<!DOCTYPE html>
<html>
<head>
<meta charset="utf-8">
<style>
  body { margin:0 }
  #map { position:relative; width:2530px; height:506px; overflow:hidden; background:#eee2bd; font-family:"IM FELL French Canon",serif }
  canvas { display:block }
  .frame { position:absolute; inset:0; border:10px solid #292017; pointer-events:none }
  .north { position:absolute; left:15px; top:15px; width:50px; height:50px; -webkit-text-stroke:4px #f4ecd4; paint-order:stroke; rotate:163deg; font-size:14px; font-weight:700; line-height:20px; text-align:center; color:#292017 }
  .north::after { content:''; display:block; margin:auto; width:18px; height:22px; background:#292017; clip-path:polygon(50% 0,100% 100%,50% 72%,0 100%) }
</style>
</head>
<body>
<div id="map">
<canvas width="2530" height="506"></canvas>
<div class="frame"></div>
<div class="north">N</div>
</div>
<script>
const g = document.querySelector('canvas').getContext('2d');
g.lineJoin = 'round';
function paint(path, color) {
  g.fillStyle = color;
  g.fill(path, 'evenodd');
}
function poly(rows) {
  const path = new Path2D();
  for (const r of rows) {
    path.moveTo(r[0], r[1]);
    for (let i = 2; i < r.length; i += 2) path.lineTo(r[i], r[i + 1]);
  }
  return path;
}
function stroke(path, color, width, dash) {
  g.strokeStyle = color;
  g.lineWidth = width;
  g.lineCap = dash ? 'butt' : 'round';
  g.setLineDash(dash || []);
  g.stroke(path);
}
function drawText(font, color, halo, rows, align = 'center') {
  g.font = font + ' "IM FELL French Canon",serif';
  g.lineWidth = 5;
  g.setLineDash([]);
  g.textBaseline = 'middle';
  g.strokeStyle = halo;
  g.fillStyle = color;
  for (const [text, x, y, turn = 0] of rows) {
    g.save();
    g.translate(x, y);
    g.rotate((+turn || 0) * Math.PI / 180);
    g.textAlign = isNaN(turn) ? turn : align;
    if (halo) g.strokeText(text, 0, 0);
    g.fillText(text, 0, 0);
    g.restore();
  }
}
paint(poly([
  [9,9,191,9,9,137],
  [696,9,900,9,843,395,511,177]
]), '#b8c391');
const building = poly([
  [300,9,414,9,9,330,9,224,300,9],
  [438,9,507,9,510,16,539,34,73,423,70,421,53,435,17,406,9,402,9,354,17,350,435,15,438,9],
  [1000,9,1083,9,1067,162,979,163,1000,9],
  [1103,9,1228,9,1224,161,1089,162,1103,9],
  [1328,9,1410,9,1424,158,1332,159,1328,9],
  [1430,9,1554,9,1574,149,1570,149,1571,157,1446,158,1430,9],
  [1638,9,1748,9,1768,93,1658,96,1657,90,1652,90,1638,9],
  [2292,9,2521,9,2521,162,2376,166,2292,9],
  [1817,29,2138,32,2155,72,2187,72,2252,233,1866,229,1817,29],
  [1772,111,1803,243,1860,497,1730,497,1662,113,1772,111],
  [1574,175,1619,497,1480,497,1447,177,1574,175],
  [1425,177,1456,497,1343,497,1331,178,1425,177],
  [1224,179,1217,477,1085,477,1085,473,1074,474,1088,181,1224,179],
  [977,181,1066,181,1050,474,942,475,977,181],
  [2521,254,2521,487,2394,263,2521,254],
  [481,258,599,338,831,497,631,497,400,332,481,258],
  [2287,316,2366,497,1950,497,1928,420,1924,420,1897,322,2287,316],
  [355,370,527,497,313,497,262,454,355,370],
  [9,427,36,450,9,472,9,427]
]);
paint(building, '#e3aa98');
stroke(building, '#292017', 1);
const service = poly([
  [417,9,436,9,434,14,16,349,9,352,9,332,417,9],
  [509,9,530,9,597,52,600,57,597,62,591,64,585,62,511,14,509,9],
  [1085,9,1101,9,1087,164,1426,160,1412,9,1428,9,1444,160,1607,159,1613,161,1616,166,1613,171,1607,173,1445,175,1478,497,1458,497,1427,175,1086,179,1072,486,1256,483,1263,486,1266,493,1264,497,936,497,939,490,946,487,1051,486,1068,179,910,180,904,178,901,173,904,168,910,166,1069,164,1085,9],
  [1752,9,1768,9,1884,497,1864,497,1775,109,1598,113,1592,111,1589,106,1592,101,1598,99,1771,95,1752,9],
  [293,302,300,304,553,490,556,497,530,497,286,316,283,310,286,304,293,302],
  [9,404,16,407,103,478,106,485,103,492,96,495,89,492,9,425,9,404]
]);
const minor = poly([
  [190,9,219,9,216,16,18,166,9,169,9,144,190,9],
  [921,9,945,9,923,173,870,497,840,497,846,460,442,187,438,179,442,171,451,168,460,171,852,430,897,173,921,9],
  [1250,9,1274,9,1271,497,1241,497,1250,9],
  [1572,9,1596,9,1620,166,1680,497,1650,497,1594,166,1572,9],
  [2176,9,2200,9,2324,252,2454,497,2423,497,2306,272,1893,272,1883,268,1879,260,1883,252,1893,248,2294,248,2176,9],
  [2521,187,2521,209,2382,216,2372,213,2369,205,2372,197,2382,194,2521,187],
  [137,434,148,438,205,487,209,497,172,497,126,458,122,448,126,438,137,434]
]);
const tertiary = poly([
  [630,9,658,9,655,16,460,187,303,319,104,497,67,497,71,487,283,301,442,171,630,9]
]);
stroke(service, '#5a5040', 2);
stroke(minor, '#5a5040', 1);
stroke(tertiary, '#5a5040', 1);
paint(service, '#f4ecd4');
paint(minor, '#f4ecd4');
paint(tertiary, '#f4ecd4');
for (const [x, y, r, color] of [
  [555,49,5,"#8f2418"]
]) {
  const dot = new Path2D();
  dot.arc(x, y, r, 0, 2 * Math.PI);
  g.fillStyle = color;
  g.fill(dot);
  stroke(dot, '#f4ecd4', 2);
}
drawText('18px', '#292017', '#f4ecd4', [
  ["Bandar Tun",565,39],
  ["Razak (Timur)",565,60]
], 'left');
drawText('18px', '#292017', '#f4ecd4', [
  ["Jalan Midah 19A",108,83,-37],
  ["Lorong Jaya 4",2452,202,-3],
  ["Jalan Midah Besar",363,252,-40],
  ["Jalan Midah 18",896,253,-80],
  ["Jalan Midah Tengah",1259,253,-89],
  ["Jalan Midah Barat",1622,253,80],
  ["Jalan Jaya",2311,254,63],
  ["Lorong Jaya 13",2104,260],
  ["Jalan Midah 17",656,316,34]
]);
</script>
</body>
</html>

┄┄┄┄┄┄┄┄┄┄┄┄┄┄┄┄┄┄┄┄

▶ _Your objective_
Among the lines of the entries above, count those containing the string "font". Write the number alone.

▶ _Exercise result_
4